Os mencheviques enganavam miseravelmente o povo chamando a esta guerra defensiva ou revolucionária, e Kautsky, ao aprovar a política dos mencheviques, aprova que se engane o povo, aprova o papel dos pequenos burgueses, que servem o capital iludindo os operários e amarrando-os ao carro dos imperialistas. Kautsky prossegue uma política tipicamente pequeno-burguesa, filistina, imaginando (e inculcando nas massas a ideia absurda) de que lançar uma palavra de ordem modifica as coisas. Toda a história da democracia burguesa desmascara esta ilusão: para enganar o povo, os democratas burgueses lançaram e lançam sempre todas as «palavras de ordem» imagináveis. A questão está em comprovar a sua sinceridade, em comparar as palavras com os actos, em não se contentar com frases idealistas ou charlatanescas, mas em procurar encontrar a realidade de classe. A guerra imperialista não deixa de ser imperialista quando os charlatães ou fraseadores ou os pequenos burgueses filisteus lançam uma «palavra de ordem» adocicada, mas apenas quando a classe que trava a guerra imperialista e está ligada a ela por milhões de fios (e mesmo cabos) económicos, é de facto derrubada e quando é substituída no poder pela classe verdadeiramente revolucionária, o proletariado. Doutro modo é impossível livrar-se duma guerra imperialista, assim como duma paz imperialista, espoliadora.
Aprovando a política externa dos mencheviques, declarando-a internacionalista e zimmerwaldiana, Kautsky em primeiro lugar demonstra com isto toda a podridão da maioria oportunista de Zimmerwald (não foi sem razão que nós, a esquerda de Zimmerwald[N56], nos separámos imediatamente duma tal maioria!), e em segundo lugar —e isto é o principal — Kautsky passa da posição do proletariado para a posição da pequena burguesia, da posição revolucionária para a posição reformista.
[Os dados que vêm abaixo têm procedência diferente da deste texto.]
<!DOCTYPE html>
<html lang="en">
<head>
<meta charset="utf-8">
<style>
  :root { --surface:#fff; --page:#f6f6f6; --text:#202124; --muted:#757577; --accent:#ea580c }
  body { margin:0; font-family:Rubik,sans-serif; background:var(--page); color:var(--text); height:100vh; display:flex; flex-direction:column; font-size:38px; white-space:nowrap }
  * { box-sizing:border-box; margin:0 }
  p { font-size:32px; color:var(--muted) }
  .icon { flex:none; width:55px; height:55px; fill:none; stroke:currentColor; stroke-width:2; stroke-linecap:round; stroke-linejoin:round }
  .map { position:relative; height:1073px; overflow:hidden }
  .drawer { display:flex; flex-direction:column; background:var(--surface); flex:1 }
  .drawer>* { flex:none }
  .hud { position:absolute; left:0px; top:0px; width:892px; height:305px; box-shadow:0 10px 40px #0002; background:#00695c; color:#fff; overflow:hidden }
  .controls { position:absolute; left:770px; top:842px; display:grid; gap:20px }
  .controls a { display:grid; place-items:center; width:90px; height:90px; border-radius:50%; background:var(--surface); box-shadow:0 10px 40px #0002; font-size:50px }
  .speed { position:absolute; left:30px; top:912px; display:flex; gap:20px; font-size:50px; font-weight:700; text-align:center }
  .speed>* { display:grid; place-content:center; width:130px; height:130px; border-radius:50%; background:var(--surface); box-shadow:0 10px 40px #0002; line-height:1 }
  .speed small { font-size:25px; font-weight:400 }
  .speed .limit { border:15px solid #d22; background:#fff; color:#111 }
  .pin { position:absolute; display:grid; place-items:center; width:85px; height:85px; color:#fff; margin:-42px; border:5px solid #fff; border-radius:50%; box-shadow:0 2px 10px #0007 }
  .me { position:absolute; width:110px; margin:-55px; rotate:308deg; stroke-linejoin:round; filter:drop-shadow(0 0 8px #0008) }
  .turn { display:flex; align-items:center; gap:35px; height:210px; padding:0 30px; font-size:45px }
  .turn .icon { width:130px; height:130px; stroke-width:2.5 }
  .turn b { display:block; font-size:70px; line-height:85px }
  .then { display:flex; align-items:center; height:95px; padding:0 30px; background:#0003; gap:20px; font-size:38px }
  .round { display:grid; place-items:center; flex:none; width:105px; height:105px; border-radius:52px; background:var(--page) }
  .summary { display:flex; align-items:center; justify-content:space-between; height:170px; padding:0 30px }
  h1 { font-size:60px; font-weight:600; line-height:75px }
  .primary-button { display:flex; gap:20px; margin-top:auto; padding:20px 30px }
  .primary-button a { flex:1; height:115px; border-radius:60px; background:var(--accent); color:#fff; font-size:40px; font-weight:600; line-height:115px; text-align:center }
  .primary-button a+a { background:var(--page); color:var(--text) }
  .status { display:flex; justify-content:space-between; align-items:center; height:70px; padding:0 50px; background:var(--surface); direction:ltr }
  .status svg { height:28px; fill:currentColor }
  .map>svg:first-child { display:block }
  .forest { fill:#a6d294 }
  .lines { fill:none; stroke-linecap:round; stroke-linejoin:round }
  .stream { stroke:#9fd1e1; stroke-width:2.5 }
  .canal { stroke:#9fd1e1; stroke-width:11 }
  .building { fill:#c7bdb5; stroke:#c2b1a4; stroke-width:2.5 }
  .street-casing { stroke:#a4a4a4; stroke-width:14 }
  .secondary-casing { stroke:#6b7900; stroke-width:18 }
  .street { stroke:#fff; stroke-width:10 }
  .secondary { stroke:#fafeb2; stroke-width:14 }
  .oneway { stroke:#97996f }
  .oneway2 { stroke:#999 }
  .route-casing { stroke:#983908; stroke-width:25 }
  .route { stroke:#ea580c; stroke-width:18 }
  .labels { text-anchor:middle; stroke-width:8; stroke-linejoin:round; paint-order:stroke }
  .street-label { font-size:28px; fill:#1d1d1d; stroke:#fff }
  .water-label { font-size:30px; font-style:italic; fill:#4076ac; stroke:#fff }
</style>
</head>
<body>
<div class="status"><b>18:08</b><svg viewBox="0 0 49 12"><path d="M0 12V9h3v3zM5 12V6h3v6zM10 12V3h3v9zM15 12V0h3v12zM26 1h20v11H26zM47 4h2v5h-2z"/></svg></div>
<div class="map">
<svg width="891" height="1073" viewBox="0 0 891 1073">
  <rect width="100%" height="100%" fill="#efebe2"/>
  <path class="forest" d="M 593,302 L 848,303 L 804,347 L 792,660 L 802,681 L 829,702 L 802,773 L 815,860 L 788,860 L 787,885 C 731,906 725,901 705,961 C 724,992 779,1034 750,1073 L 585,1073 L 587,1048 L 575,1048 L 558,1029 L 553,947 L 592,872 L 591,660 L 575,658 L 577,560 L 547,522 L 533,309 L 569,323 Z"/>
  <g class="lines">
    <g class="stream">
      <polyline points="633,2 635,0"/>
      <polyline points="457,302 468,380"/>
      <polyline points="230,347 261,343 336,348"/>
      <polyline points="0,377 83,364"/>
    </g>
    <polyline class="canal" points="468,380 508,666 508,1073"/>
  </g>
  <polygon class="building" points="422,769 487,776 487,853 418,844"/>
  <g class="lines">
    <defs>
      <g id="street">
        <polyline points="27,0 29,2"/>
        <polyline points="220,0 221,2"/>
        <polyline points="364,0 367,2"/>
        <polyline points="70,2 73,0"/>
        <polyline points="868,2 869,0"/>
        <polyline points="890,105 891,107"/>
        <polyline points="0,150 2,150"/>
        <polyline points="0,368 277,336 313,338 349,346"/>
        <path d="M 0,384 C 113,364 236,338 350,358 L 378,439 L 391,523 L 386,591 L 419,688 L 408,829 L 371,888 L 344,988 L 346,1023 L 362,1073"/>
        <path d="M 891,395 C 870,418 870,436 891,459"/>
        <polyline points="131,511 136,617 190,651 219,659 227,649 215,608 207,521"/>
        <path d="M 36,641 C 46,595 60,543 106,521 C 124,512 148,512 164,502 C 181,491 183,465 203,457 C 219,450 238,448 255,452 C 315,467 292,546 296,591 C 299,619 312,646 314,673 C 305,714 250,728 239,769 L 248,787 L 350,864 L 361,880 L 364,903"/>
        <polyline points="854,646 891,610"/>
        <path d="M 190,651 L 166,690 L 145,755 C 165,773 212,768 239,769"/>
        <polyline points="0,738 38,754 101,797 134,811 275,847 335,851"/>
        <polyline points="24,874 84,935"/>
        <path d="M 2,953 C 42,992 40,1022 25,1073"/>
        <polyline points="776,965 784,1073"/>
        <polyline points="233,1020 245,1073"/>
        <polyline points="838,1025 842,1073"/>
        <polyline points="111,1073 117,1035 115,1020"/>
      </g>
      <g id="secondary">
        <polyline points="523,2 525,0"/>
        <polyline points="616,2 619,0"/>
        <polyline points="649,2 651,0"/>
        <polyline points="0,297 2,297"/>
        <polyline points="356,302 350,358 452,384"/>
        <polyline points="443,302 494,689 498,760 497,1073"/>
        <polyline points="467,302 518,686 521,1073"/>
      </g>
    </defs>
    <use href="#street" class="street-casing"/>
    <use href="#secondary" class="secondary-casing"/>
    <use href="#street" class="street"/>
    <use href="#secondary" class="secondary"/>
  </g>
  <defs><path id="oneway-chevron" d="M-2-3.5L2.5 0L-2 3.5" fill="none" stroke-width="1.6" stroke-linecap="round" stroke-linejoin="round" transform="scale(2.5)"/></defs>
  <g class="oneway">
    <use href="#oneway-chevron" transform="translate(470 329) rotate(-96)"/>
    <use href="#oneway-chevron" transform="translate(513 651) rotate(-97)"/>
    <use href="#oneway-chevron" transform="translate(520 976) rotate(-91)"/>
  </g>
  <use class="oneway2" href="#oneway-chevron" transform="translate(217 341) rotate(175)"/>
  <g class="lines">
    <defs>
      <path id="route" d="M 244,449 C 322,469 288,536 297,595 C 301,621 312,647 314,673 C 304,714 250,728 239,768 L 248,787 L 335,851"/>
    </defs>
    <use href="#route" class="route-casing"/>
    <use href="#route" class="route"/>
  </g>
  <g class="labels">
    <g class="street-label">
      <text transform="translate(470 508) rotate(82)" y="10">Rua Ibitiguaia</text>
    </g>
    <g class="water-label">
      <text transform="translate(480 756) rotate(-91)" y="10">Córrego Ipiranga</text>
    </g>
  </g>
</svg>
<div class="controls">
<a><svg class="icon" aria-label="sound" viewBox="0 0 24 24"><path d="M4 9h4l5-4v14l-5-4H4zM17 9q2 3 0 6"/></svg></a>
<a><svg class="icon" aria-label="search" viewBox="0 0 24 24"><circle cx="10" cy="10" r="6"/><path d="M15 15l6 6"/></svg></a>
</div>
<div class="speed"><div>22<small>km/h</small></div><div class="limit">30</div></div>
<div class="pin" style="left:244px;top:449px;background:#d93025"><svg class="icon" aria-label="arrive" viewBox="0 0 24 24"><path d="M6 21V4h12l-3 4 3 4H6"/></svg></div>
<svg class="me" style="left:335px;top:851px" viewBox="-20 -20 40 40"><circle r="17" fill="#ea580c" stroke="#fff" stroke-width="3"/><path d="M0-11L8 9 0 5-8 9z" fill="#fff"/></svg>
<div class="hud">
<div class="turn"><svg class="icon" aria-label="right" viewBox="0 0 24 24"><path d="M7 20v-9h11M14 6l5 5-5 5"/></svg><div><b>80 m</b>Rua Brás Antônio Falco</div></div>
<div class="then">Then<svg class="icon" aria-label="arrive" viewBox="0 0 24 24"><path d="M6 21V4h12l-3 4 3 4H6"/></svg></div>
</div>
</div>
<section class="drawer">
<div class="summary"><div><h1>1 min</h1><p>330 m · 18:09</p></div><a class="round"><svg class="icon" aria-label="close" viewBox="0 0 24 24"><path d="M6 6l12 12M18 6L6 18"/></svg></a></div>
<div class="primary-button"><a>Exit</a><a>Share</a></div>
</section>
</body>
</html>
O proletariado luta pelo derrubamento revolucionário da burguesia imperialista, a pequena burguesia pelo «aperfeiçoamento» reformista do imperialismo, pela adaptação a ele, submetendo-se a ele. Quando Kautsky ainda era marxista, por exemplo em 1909, quando escreveu O Caminho para o Poder, defendia precisamente a ideia da inevitabilidade da revolução em ligação com a guerra, falava da proximidade de uma era de revoluções. O Manifesto de Basileia de 1912 fala directa e definidamente da revolução proletária em ligação com essa mesma guerra imperialista entre os grupos alemão e inglês, que eclodiu em 1914. E em 1918, quando começaram as revoluções em ligação com a guerra, em vez de explicar a sua inevitabilidade, em vez de ponderar e examinar até ao fim a táctica revolucionária, os processos e meios de preparação para a revolução, Kautsky pôs-se a chamar internacionalismo à táctica reformista dos mencheviques. Não é isto um procedimento de renegado?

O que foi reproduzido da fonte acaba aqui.